Following Gibson's convictions, the trial court sentenced him to death for murder and to life in prison for armed robbery. See Gibson, 261 Ga. at 313, 404 S.E.2d 781. Gibson was represented at trial by Dennis Mullis, a public defender, who also filed a direct appeal on Gibson's behalf.2 In 1991, this Court affirmed Gibson's convictions and sentences. See id.
(b) Habeas proceedings. After this Court affirmed Gibson's convictions and sentences on appeal, Gibson filed his first petition for habeas corpus in the Superior Court of Butts County (the “habeas court”) on December 20, 1995, “asserting ineffective assistance of counsel, prosecutorial misconduct, and other claims.” Gibson, 270 Ga. at 855, 513 S.E.2d 186. After an evidentiary hearing in which Gibson appeared pro se, the habeas court denied Gibson's request for relief on March 11, 1997, and Gibson filed an application for a certificate of probable cause to appeal to this Court, which the Court denied. See id.
In 2000, Gibson filed a second petition for habeas corpus, alleging, among other things, that Mullis—his trial and appellate counsel—had labored under a conflict of interest because, at the time Mullis represented Gibson as a public defender, Mullis was also working as a Special Assistant Attorney General representing the Department of Transportation in highway condemnation matters—which Gibson discovered after the proceedings on his first habeas petition concluded. The habeas court dismissed Gibson's second habeas petition as successive under OCGA § 9-14-51, without conducting an evidentiary hearing, and Gibson timely filed an application for a certificate of probable cause to appeal to this Court. This Court denied Gibson's application as to all claims except his conflict-of-interest claim. As to that claim, we remanded the case for the habeas court to conduct an evidentiary hearing to determine if Gibson's conflict-of-interest claim, which was allegedly based on newly discovered information, was procedurally barred and, if not, if it had merit. See Gibson v. Head, 282 Ga. 156, 156, 646 S.E.2d 257 (2007) (recounting procedural history).

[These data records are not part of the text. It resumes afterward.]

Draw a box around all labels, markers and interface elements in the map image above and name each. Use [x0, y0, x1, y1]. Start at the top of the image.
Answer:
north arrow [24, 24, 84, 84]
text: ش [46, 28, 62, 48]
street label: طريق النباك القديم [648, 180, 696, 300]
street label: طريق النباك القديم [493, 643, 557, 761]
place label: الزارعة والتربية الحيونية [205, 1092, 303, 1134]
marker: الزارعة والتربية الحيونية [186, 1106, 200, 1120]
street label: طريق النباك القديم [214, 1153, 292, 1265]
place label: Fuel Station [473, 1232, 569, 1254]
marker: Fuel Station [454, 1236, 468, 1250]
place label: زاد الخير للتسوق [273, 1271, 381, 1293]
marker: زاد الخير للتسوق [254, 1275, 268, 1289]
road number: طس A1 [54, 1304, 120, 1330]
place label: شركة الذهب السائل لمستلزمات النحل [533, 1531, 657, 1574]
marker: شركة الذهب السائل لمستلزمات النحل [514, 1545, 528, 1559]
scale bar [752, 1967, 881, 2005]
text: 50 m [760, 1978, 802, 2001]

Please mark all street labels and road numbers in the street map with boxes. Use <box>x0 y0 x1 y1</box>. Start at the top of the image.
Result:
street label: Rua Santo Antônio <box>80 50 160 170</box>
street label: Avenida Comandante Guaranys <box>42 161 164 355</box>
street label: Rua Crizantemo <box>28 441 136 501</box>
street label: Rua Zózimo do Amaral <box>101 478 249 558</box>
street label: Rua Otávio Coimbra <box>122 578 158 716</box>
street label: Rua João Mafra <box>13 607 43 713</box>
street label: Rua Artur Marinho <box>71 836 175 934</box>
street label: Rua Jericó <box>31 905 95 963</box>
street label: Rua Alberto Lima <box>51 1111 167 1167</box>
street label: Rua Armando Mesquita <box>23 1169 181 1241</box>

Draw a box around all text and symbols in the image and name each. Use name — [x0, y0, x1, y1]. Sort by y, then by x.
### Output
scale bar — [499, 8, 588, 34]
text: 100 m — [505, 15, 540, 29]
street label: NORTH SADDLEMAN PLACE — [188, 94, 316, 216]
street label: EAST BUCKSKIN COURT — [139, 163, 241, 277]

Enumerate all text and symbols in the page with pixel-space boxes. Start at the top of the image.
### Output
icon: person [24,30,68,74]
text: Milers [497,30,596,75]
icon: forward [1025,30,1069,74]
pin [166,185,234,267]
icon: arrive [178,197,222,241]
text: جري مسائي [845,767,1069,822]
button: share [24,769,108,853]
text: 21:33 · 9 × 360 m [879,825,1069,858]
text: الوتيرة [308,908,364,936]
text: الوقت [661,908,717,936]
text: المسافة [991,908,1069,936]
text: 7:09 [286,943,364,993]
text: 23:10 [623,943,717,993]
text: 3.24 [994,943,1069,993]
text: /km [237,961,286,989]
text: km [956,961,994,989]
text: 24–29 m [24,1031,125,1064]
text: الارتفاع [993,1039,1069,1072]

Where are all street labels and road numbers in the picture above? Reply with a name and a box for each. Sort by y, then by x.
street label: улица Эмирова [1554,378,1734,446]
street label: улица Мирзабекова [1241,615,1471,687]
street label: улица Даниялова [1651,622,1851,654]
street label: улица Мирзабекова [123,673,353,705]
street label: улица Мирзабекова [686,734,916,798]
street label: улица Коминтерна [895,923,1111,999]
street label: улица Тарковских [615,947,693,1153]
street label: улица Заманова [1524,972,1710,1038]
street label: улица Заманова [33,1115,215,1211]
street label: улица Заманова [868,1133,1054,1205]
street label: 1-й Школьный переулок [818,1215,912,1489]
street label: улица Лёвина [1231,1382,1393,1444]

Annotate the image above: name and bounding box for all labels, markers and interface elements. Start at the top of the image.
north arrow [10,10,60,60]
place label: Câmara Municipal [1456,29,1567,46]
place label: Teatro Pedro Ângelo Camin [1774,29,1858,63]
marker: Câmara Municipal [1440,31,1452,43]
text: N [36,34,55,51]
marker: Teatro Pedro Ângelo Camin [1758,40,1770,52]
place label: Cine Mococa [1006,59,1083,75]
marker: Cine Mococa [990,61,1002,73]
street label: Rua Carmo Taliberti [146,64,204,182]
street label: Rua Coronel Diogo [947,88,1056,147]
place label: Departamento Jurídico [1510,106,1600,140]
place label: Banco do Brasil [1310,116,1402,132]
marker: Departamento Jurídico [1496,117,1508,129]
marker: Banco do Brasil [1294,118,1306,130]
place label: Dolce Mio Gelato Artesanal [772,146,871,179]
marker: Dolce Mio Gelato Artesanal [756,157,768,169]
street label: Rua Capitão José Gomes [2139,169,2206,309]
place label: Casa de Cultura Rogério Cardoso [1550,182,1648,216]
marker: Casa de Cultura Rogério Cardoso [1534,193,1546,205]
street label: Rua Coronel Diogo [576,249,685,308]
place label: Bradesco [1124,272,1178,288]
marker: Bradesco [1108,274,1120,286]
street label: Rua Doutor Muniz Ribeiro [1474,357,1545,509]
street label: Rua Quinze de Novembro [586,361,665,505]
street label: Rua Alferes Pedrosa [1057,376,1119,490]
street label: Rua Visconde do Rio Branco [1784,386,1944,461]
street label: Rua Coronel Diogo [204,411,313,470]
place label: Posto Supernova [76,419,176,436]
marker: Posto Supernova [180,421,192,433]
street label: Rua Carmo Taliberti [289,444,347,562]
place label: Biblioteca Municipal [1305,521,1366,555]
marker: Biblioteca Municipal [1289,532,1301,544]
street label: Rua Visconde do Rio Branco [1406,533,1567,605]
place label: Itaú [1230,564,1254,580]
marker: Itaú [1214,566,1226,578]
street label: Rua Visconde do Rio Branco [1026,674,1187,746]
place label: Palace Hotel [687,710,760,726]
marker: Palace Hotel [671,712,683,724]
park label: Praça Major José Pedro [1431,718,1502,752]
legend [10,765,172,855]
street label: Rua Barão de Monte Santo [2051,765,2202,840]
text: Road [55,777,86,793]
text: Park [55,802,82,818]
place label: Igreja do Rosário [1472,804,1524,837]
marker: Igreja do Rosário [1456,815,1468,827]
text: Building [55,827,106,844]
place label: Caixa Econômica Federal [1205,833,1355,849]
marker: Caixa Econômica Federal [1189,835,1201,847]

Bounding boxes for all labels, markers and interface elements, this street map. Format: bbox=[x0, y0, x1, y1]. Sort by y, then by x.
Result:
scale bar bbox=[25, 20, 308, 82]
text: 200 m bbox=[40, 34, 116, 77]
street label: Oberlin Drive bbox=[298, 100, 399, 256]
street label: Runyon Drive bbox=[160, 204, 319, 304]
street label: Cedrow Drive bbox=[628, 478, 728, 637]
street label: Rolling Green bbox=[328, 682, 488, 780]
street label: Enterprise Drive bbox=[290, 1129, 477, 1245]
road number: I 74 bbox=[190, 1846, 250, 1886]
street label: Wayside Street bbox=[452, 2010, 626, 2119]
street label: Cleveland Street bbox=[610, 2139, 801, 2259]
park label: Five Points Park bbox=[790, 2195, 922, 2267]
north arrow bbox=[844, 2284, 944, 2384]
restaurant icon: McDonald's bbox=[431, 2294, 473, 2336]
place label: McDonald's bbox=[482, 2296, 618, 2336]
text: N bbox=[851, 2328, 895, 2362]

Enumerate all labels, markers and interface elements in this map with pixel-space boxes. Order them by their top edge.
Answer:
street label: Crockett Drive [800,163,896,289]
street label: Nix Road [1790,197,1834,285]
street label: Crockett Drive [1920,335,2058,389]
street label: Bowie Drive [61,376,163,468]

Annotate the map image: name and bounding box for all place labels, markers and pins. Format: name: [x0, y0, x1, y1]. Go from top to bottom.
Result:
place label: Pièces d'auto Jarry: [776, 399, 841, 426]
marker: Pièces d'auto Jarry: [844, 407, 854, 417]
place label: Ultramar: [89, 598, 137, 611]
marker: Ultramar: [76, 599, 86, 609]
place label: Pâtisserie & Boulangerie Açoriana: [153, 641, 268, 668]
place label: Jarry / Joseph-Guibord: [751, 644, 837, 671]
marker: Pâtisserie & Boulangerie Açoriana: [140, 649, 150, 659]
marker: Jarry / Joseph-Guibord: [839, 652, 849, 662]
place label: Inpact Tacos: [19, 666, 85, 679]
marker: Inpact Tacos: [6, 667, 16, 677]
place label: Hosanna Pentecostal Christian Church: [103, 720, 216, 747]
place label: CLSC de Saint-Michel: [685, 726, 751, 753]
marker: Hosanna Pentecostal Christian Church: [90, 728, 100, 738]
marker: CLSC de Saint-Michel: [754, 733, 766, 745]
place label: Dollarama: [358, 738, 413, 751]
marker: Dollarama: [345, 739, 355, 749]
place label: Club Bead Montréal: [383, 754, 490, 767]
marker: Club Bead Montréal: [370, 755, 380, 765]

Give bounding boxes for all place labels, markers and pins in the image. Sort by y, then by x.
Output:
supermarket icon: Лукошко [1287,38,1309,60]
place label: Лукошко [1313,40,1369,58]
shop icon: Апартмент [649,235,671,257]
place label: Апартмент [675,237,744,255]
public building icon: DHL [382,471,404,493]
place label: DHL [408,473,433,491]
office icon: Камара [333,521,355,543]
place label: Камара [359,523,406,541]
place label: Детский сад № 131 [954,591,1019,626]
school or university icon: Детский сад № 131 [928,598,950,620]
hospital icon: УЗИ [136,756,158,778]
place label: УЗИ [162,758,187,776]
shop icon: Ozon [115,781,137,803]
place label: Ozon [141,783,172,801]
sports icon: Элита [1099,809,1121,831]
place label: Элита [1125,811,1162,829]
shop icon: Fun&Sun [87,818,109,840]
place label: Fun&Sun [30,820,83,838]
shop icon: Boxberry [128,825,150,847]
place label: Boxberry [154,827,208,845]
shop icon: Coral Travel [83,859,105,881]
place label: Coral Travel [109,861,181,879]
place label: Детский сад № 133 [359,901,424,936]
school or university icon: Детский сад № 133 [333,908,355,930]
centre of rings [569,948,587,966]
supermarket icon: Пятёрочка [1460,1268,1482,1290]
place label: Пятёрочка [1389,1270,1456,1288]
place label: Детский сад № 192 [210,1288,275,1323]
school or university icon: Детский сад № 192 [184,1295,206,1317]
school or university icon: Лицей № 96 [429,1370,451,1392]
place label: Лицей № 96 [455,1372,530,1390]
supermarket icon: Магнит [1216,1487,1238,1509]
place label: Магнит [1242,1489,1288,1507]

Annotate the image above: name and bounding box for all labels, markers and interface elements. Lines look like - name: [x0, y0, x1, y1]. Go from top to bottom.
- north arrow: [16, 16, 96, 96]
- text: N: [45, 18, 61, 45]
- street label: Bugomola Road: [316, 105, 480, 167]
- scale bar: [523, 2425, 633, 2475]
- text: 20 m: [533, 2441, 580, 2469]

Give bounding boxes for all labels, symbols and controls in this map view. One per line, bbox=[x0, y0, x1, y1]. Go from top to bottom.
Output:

Following an evidentiary hearing in September 2003, the habeas court concluded that the conflict-of-interest claim was procedurally barred, and it made no ruling regarding the underlying merits of the claim. See Gibson, 282 Ga. at 156, 646 S.E.2d 257. Thereafter, “[b]ased on information in the trial record, this Court, on October 7, 2005, again remanded Gibson's case to the habeas court[3 ] to allow Gibson to challenge his death sentence based on a recent decision by the Supreme Court of the United States barring the execution of persons who were under 18 years old at the time of their crimes. See Roper v. Simmons, 543 U.S. 551, 125 S.Ct. 1183, 161 L.Ed.2d 1 (2005).” Id. On remand, the habeas court vacated Gibson's death sentence based on his age at the time of the murder, but denied his other requests for relief, again concluding that Gibson's conflict-of-interest claim was procedurally barred. See id. Gibson timely filed an application for a certificate of probable cause to appeal to this Court, which was granted. See id.
On appeal, the Court concluded that the habeas court erred in determining that Gibson's conflict-of-interest claim was procedurally barred because the habeas court had “failed to consider that Gibson was entitled to presume that his trial counsel was not laboring under an undisclosed conflict of interest,” given that “trial counsel had an affirmative duty arising from several sources to disclose his potential conflict.” Gibson, 282 Ga. at 157–58, 646 S.E.2d 257. The Court also noted that Gibson's conflict-of-interest claim “would not be barred by res judicata ․ if it were based on facts that were not reasonably available at the time of the habeas proceeding.” Id. at 159, 646 S.E.2d 257. In 2007, the Court remanded the case for the habeas court to determine “the precise timing of Gibson's discovery of the previously undisclosed employment of his trial counsel as Special Assistant Attorney General.” Id.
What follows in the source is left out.